Brief History of the Internet

The Internet grew out of an effort by government laboratories, the military and educational institutions desire to share computing resources. According to LaQuey “the Internet had humble-but exciting beginnings as one network called the Arpanet, the ‘Mother of the Internet’”. The Arpanet began as a U.S. government experiment in packet-switched networking in 1969. ARPA was the Advanced Research Projects Agency, an arm of the U.S. Department of Defense. ARPANET initially linked researchers with remote computer centers and allowed the sharing of hardware and software resources. The original ARPANET split into two networks in the 1980’s, ARPANET and Milnet. Communication links allowed the two networks to communicate and this arrangement was called the ARPANET Internet, which was later shortened to just “The Internet”. Access was originally restricted to military, defense contractors, and universities doing defense research. UUCP, a worldwide UNIX communications network between universities and commercial organizations came into being.
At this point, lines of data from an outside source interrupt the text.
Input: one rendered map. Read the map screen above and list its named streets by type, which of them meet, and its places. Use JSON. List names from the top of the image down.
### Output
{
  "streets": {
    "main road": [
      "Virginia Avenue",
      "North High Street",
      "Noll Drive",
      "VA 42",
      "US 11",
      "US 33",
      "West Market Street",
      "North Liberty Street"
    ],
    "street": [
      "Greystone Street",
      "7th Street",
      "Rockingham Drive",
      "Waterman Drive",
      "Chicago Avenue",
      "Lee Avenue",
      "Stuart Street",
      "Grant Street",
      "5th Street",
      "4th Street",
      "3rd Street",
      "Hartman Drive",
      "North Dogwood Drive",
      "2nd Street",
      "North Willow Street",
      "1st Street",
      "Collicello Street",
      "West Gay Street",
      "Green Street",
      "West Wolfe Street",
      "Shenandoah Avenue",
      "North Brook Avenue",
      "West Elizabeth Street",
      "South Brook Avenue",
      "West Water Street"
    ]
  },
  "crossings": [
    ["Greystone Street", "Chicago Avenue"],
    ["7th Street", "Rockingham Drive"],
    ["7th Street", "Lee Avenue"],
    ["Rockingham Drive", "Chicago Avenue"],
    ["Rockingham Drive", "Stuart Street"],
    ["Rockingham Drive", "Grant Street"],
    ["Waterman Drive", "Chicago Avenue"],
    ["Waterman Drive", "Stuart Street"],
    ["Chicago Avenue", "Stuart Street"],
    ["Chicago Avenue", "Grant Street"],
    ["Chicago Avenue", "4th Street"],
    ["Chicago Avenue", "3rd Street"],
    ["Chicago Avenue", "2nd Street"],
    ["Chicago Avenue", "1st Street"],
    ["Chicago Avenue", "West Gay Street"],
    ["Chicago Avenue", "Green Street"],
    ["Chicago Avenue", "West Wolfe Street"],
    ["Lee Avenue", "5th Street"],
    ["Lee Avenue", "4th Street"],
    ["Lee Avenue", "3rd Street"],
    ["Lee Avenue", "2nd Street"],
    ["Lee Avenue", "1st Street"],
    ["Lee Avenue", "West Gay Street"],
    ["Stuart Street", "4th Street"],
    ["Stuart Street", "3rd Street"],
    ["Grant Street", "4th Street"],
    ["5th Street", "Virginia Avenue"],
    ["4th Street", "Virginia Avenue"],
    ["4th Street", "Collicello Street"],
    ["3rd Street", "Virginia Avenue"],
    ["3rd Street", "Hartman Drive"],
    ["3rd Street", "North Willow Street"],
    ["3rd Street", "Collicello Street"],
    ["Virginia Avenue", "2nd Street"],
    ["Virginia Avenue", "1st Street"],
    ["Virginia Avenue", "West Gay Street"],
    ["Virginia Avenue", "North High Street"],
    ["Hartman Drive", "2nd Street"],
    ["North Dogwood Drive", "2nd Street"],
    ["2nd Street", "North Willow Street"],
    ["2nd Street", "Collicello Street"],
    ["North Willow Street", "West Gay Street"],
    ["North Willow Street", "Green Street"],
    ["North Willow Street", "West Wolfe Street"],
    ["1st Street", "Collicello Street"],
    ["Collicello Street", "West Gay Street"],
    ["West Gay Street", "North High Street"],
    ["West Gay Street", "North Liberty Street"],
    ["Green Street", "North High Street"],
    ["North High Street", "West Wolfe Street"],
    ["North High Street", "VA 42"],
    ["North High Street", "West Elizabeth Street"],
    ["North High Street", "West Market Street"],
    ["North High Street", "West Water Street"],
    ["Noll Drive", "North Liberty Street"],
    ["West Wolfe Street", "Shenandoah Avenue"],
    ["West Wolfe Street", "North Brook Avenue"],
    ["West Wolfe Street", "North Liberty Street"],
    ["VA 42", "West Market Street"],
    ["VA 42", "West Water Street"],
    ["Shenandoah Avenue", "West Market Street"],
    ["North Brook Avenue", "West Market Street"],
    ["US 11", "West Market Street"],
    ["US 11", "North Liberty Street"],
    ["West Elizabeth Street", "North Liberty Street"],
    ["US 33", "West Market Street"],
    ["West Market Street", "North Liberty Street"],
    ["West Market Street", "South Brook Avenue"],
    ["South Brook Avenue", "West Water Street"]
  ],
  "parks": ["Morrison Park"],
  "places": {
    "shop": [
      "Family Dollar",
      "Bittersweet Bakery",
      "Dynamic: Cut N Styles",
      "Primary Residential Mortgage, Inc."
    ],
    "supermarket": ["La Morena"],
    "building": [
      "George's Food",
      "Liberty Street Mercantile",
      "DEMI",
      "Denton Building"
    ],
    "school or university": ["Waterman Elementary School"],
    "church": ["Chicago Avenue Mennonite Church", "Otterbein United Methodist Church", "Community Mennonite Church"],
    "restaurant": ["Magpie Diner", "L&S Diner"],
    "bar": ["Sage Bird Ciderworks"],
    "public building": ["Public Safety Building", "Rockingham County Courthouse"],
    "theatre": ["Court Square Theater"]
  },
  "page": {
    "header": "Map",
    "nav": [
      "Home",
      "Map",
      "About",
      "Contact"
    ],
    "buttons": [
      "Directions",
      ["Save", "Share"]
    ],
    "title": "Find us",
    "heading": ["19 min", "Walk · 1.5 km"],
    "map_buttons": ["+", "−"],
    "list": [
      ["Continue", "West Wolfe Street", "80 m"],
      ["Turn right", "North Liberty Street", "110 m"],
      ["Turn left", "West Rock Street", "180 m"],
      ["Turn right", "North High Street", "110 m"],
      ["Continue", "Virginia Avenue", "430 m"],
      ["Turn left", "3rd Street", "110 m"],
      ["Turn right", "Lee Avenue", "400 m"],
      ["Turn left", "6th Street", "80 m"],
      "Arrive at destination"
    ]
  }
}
Other networks in the early 1980’s were CSNET and BITNET provided nationwide networking between research and academic organizations. These networks were ultimately connected to the Internet by special connections to allow exchange of information among the computer communities. In 1986 the National Science Foundation established NSFNET linking researchers across the country with 5 supercomputers. ARPANET was dismantled in March 1990 as the NSFNET was now providing the same functions for most of the research community. CSNET ceased in 1991 for similar reasons. In 1989 Software Tool and Die in Brookline, MA became the first ISP (Internet Service Provider) to offer dial up commercial access to the Internet. (Internet Service Provider) As a brother of a principle in this venture I was, unknowingly, provided a front row seat to the early days of the Internet’s development.

Brief History of the World Wide Web

The early years of the Internet were purely text based. This began to change in 1991 when Tim Berners Lee wrote a program called “WorldWideWeb” and established the first HTML (Hyper-Text Markup Language) and HTTP (Hyper-Text Transfer Protocol) based servers and documents did this begin to change. Quickly browsers were developed to enable users to access web pages and click HTML links that would take them to locations on the same page, on other pages on the same server or to pages on servers anywhere in the world. This established the world of the Internet as we know it today, a vast and seemingly infinite ecosystem of web sites and web pages with information, entertainment and pretty much anything reflective of the human condition.

Brief History of Search Engines

Web sites rapidly became a means for any organization to communicate their messages to the millions of users of the Internet. As the Internet exploded exponentially the need to find specific content on the Internet spawned the invention of Search Engines. Early providers vied for users with different indexing schemes and algorithms to quickly take queries and deliver relevant sites and pages to the user making the query via their Internet browser. Starting in the early 1990’s with excite (a Stanford student project), Yahoo!, Webcrawler, Lycos and Altavista several different models for indexing and building directories to resources on the web were made available to the public. In 1997 another Stanford project brought Google, a search engine which relied on the number and quality of links to and from a site along with the relevant words found on the site’s pages. MSN search was launched in 1998 and is now known as Bing. (Short history of early search engines) The modern search engine drives modern digital marketing practices.